Return the number of output coefficients computed by xc_eval() if functional is evaluate up to order. Note that all derivatives up to order are calculated, not only those of the particular order.

xc_regularize_density(functional, density)

Modify density in-place so that functional can be evaluated without infinities or floating point errors. This mainly involves making sure that the density is physical and nonzero. In cases where the derivatives should be infinite they will instead be very large, but otherwise the effect on the output should be minimal.

C xc_eval(functional, order, density,result)

C Vector version xc_eval_vec(functional, order, nr_points, density, density_pitch, result, result_pitch)

Fortran xc_eval(functional, order, nr_points, densities, results)

Evaluate the previously defined functional at nr_points different points, with derivatives up to order. The input array density contains nr_points*N density values, where N is the value returned by xc_input_length(). Similarly for the output array result. The input and output arrays have the values for each point packed together. The output values are stored in graded lexicographical order. For an LDA functional with alpha/beta variables we would therefore have the order E Ea Eb Eaa Eab Ebb Eaaa Eaab Eabb Ebbb ...

The C vector version accepts two 'pitch' arguments, which is the distance in memory between the first elements of each point in the input and output arrays.

The Fortran always works on an array of points, and automatically determines the pitch values. Note that the input numbers for each point must be consecutive in memory (stride must be one).

xc_potential(functional, density, energy, potential)

Compute the XC energy and potential (potential[0] is alpha and potential[1] is beta) at a single point. For LDA this is simply vαxc = dE/dnα and for GGA the expression is vαxc = dE/dnα - ∇·dE/d∇nα. The latter case thus needs the evaluation of the second derivatives of the functional. In the case of GGA the values of the density laplacians should be given at the end of the density array, giving at total of seven numbers in the XC_VARS_AB case (which is the only one supported at the moment).

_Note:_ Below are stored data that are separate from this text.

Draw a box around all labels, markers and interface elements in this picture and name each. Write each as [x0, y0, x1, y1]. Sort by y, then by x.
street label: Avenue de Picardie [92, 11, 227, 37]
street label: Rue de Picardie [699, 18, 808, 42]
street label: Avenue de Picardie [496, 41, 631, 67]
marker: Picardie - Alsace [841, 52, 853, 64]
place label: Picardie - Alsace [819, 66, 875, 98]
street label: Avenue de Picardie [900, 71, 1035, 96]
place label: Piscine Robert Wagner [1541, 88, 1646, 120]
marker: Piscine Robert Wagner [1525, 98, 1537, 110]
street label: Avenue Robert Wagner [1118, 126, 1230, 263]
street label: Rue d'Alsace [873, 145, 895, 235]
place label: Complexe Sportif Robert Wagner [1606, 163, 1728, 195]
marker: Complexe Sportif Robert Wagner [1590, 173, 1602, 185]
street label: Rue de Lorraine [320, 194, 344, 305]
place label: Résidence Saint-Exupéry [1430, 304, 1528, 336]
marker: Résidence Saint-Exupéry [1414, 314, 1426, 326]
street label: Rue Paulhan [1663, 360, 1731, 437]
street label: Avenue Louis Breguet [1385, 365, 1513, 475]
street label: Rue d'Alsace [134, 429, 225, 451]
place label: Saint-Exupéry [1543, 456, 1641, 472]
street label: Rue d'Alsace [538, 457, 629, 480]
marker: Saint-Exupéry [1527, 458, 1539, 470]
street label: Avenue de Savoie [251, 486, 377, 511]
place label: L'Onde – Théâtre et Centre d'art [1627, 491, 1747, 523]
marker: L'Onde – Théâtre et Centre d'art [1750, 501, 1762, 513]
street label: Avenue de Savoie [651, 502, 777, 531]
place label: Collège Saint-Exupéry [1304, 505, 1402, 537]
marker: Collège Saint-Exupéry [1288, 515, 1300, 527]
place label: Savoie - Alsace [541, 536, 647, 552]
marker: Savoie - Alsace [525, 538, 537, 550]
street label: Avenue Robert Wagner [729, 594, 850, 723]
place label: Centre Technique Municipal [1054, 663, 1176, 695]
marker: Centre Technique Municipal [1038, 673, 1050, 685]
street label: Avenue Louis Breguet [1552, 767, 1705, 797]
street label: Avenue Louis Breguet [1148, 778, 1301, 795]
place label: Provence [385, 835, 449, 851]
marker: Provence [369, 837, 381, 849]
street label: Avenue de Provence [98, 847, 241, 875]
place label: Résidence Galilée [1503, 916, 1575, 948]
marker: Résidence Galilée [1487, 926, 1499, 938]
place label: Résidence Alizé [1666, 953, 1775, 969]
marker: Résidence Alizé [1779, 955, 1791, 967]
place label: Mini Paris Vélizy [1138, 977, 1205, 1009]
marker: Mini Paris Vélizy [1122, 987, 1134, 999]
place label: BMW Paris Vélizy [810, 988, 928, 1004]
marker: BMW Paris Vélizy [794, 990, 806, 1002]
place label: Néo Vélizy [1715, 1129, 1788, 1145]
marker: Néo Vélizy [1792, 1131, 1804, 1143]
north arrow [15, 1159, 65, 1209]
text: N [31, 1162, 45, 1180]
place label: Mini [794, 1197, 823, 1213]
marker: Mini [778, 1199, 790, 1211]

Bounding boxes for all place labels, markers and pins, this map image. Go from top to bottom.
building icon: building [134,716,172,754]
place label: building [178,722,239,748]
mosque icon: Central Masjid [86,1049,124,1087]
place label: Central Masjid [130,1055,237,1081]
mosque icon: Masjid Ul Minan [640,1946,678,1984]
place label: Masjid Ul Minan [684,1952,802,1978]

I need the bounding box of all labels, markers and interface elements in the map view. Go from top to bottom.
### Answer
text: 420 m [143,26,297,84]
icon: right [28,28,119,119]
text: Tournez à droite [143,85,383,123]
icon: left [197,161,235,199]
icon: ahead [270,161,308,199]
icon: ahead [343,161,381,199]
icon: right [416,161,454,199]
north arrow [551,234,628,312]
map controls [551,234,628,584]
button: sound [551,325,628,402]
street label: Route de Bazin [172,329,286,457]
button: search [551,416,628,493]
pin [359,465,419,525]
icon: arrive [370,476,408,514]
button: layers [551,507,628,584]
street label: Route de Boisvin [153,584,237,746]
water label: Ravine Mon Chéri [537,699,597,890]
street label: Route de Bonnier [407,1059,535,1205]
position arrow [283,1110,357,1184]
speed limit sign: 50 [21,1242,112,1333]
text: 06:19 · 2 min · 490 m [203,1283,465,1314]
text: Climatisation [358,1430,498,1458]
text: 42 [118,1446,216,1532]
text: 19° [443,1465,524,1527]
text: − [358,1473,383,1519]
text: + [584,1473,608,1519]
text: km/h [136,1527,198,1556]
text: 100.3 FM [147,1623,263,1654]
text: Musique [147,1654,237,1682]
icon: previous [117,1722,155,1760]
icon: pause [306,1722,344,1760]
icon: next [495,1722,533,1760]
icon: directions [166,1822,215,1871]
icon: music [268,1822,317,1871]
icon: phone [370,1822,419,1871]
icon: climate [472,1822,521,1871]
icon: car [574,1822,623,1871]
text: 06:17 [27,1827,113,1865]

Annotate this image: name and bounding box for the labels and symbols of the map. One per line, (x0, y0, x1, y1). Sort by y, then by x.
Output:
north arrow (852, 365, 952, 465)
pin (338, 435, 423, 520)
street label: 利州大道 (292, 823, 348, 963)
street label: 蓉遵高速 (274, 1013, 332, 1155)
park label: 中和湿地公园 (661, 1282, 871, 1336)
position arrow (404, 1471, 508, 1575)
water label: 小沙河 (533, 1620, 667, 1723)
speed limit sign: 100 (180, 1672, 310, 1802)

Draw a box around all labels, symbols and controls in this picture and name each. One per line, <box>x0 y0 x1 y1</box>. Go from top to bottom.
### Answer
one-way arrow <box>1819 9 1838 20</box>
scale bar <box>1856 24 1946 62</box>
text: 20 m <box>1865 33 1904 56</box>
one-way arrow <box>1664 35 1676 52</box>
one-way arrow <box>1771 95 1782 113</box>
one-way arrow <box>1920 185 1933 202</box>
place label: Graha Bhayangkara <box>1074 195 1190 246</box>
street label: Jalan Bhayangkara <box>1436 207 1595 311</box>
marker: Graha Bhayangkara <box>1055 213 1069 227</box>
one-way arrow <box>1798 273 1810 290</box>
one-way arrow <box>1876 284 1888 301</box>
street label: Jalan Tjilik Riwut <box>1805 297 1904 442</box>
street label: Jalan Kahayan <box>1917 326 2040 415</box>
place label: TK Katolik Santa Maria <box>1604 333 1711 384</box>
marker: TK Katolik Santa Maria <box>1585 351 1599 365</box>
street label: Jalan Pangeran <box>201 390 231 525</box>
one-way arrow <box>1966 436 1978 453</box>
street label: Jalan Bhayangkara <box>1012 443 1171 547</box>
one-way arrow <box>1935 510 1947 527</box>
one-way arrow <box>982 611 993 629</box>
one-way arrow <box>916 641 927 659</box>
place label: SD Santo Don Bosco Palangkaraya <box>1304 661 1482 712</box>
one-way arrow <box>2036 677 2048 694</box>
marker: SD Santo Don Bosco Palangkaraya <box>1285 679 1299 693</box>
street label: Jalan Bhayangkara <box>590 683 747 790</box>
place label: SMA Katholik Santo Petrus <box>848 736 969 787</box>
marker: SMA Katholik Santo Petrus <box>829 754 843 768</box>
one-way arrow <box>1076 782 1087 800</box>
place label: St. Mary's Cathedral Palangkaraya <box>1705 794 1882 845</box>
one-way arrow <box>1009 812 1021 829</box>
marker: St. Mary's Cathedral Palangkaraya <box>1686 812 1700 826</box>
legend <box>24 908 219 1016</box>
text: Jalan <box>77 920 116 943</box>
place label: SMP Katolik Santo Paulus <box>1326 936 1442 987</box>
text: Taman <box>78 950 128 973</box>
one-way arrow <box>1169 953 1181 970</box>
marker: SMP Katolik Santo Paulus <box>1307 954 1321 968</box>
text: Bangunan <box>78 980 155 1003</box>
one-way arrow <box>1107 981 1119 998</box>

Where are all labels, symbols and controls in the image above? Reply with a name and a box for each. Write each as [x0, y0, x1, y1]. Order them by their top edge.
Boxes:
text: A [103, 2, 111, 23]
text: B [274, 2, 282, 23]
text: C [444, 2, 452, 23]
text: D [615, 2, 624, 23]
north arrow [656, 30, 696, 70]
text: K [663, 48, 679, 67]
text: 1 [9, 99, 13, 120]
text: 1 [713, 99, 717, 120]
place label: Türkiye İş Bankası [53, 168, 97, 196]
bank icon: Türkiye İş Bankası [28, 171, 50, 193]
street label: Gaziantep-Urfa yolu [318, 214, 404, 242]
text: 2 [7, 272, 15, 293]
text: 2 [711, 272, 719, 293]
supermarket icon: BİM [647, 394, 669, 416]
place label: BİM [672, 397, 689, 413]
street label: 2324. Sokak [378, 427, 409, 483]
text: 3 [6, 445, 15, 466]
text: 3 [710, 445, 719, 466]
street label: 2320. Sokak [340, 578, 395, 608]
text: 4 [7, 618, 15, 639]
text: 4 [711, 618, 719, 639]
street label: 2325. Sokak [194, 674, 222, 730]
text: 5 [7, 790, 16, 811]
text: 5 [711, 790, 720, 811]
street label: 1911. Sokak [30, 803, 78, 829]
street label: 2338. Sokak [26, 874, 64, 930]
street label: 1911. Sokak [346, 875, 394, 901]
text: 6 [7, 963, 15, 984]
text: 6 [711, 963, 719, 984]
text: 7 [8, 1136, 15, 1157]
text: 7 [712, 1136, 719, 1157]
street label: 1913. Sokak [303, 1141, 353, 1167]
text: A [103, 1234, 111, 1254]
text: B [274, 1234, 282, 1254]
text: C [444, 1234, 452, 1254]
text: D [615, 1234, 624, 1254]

This function has to be called one point at a time.

MetaGGA's are not supported at the moment, although this is in principle possible to implement for functionals that depend on the density laplacian (but not on the kinetic energy density).

xc_derivative_index(functional, derivative)

Given an integer array of "exponents" this function returns the index into the output array of xc_eval where the corresponding derivative is located. Note that this position depends on the functional type and mode. Alternatively you can, for low orders, use the predefined constants of the form XC_D01000 (which corresponds to the first derivative with respect to the second variable, for setups with five variables). To use these predefined constants you must therefore know the type of your functional beforehand. For LDA in a two variable mode the corresponding constant would be XC_D01, but this is a different index from XC_D01000.

Compile Time Options

The file src/config.h contains a number of compile time options. These are
  • XC_MAX_ORDER Define this to the highest order of derivatives that the library should support. Too high values make the library huge in size.
  • XC_NO_REGULARIZATION Define this to turn off regularization of the input densities in xc_eval(). If you use this option and feed the library unphysical densities it can and will stop or crash. Use mainly to investigate numerical behaviour near singular points.
  • XC_NO_SCHWARZ_REGULARIZATION Do not strictly enforce the Schwarz inequality for the gradient norms. This inequality can be violated without encountering any problems for most functionals, and it's suggested that this option is kept active (i.e. the regularization is turned off).
  • XCFUN_IN_DEVELOPMENT Enable code that is still "in development". This code is probably marked "in development" for a reason, and may contain bugs.
  • XCFUN_REF_PW92C Use the truncated valued from the reference implementation for some exact constants in the PW92C correlation functional. This can help getting an exact agreement with other implementations. Functionals that use PW92C (i.e. PBEC) are also affected by this options.